▶ _Extracted material_
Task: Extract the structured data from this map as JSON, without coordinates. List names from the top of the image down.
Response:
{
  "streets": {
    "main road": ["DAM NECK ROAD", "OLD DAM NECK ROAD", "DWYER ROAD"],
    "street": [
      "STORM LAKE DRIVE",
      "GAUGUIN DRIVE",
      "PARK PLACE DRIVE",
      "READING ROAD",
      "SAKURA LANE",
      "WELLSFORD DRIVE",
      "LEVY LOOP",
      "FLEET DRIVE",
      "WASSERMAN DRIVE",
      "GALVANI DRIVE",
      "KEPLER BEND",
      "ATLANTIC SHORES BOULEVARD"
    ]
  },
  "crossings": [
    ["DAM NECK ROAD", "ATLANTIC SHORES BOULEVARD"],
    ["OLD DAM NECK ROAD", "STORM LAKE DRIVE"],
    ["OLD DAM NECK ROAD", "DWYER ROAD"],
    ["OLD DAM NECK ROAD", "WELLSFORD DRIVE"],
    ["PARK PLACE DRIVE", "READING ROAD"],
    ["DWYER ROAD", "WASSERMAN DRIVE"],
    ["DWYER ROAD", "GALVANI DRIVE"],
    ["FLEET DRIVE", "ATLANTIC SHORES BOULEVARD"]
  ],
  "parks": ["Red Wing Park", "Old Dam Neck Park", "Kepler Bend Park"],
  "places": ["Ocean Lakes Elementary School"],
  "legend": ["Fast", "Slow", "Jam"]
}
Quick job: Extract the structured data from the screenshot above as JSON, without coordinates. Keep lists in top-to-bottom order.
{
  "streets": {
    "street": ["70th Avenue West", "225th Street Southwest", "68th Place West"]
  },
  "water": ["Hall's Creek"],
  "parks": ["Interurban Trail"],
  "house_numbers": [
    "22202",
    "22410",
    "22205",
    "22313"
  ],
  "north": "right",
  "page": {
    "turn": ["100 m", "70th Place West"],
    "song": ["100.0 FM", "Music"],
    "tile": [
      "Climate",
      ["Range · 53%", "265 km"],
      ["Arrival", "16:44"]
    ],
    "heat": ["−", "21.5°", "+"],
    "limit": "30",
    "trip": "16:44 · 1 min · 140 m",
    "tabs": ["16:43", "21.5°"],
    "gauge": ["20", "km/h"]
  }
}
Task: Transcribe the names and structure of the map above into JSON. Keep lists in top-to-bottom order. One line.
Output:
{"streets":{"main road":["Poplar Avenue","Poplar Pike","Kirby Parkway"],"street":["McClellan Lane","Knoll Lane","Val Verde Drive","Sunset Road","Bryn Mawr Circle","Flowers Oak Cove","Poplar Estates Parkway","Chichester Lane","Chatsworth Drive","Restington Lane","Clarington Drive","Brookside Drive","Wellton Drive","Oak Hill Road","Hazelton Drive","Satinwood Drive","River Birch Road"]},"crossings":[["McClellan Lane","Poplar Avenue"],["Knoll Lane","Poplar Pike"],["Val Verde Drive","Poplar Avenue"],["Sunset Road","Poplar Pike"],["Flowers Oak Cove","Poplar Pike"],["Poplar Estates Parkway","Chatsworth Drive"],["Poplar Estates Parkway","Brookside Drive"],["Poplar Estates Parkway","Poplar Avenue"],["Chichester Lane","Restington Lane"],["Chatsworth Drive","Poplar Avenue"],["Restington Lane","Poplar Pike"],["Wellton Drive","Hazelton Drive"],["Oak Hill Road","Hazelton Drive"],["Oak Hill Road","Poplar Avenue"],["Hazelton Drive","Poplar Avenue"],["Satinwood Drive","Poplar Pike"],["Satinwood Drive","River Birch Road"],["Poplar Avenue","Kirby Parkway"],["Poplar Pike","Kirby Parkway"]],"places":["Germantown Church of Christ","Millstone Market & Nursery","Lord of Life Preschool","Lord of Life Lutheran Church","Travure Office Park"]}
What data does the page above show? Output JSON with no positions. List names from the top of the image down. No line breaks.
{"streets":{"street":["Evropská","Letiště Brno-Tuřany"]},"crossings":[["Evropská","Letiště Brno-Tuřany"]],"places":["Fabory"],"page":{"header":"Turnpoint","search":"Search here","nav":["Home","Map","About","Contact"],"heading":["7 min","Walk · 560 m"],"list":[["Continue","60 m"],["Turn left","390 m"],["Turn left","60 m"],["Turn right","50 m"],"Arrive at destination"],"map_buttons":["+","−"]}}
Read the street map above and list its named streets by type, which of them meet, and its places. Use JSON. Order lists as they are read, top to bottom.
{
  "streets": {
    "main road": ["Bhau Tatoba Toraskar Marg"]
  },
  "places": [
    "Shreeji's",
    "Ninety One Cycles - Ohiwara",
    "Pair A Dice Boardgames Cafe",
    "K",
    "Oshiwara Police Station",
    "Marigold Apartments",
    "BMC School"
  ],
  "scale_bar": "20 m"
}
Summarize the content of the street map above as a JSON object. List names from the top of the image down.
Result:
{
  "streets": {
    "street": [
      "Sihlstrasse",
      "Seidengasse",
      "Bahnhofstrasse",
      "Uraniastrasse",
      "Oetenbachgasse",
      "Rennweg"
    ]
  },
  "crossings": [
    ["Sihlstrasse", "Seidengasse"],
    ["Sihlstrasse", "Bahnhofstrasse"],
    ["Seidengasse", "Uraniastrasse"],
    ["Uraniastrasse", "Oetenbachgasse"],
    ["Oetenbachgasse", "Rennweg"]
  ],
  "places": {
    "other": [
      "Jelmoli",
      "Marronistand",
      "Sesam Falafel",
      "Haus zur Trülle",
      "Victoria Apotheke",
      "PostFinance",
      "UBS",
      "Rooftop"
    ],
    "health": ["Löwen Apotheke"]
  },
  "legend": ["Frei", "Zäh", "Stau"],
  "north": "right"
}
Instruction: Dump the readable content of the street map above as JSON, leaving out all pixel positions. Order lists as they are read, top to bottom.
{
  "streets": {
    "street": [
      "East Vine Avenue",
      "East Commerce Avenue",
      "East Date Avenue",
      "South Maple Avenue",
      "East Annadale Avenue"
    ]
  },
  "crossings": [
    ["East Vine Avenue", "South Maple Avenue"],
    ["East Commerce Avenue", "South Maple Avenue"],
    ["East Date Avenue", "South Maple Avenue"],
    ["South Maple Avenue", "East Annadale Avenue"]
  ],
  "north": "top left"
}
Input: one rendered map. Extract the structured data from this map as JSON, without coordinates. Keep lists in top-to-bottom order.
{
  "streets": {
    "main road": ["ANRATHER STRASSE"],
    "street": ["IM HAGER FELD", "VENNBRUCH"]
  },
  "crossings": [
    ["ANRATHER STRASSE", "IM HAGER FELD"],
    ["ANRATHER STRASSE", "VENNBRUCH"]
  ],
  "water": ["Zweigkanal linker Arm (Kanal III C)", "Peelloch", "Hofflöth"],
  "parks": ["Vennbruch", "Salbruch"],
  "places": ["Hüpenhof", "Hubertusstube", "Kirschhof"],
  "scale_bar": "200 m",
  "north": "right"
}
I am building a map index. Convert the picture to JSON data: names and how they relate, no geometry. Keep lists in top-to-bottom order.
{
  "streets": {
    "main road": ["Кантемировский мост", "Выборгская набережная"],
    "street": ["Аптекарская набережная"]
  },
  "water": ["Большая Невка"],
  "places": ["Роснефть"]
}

▶ _Exercise aim_
Bring together all lines from the listing that contain the word "Task".

▶ _Response area_
Task: Extract the structured data from this map as JSON, without coordinates. List names from the top of the image down.
Task: Transcribe the names and structure of the map above into JSON. Keep lists in top-to-bottom order. One line.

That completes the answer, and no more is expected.